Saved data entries
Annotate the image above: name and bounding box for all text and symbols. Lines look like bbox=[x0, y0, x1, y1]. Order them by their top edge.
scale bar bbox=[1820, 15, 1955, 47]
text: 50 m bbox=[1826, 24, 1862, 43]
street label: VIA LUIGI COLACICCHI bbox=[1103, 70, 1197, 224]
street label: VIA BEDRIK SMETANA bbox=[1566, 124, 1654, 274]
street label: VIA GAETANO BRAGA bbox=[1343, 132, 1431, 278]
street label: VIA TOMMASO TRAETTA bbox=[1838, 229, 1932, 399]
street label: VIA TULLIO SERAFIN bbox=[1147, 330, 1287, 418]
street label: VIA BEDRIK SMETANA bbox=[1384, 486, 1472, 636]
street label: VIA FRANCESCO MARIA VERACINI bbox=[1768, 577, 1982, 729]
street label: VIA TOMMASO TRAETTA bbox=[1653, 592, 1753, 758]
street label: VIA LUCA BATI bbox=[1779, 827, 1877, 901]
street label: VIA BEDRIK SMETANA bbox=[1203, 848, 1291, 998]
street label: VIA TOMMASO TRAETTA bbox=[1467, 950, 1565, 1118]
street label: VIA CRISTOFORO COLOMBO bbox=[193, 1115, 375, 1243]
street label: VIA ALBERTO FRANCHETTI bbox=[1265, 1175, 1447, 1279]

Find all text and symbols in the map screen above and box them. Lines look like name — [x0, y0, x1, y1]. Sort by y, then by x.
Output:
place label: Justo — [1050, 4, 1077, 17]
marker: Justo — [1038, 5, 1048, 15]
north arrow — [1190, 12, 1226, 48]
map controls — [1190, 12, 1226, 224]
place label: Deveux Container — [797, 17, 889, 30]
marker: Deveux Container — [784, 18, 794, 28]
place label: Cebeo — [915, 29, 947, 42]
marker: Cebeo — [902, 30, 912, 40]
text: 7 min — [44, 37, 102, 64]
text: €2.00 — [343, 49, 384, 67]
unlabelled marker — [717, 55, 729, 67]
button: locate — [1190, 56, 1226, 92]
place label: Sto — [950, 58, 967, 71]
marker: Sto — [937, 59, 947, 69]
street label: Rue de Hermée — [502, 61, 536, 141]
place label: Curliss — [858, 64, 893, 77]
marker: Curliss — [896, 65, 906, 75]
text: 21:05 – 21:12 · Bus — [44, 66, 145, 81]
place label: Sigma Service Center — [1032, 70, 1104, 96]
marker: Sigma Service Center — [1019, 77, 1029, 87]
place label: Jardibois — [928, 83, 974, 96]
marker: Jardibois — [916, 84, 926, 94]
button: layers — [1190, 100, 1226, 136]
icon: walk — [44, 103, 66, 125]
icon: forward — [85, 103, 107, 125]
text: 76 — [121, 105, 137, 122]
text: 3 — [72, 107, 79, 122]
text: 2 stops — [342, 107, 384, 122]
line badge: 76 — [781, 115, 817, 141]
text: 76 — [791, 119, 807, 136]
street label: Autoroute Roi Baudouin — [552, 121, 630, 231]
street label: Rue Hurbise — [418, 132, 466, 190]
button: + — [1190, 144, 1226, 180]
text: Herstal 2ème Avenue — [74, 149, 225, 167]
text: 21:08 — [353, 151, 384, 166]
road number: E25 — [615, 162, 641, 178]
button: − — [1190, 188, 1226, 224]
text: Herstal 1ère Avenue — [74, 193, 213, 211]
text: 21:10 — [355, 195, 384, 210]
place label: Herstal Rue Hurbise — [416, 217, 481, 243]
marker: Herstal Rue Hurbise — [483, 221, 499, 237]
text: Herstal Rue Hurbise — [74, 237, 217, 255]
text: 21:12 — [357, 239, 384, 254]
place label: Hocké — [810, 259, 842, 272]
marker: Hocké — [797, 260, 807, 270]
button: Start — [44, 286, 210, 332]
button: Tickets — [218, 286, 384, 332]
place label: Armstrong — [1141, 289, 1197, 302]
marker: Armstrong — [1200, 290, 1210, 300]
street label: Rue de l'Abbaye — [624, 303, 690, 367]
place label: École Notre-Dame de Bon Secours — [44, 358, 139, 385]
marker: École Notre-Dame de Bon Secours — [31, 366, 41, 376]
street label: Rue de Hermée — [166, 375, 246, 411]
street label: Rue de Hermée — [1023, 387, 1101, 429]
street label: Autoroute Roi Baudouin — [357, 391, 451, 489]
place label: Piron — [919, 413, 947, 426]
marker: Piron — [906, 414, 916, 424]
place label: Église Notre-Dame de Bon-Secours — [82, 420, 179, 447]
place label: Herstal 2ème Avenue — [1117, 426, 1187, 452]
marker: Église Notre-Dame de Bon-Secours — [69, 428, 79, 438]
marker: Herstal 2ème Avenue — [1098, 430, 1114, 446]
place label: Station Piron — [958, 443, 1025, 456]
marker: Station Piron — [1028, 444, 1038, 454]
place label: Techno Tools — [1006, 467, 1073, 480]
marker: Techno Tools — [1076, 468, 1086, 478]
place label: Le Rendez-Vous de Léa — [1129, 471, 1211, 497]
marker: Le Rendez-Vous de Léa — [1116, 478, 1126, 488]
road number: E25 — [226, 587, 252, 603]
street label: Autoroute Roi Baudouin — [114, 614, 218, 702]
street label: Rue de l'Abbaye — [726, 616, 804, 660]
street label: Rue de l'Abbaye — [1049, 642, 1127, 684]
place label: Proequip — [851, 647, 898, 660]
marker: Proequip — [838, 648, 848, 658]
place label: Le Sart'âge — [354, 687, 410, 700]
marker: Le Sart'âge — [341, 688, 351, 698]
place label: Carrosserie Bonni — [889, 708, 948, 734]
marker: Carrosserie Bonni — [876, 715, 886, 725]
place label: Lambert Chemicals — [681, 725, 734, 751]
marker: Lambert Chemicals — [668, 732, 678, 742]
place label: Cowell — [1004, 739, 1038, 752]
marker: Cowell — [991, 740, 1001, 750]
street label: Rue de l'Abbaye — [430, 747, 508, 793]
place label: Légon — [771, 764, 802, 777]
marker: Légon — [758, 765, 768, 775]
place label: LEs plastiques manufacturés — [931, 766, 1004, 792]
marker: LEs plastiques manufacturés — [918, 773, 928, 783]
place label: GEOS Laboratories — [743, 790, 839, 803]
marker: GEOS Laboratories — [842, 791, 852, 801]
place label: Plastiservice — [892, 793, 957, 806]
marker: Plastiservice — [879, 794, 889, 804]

■ What is needed
Go through the records and copy each line with "Vous" in it.

■ Solved exercise
place label: Le Rendez-Vous de Léa — [1129, 471, 1211, 497]
marker: Le Rendez-Vous de Léa — [1116, 478, 1126, 488]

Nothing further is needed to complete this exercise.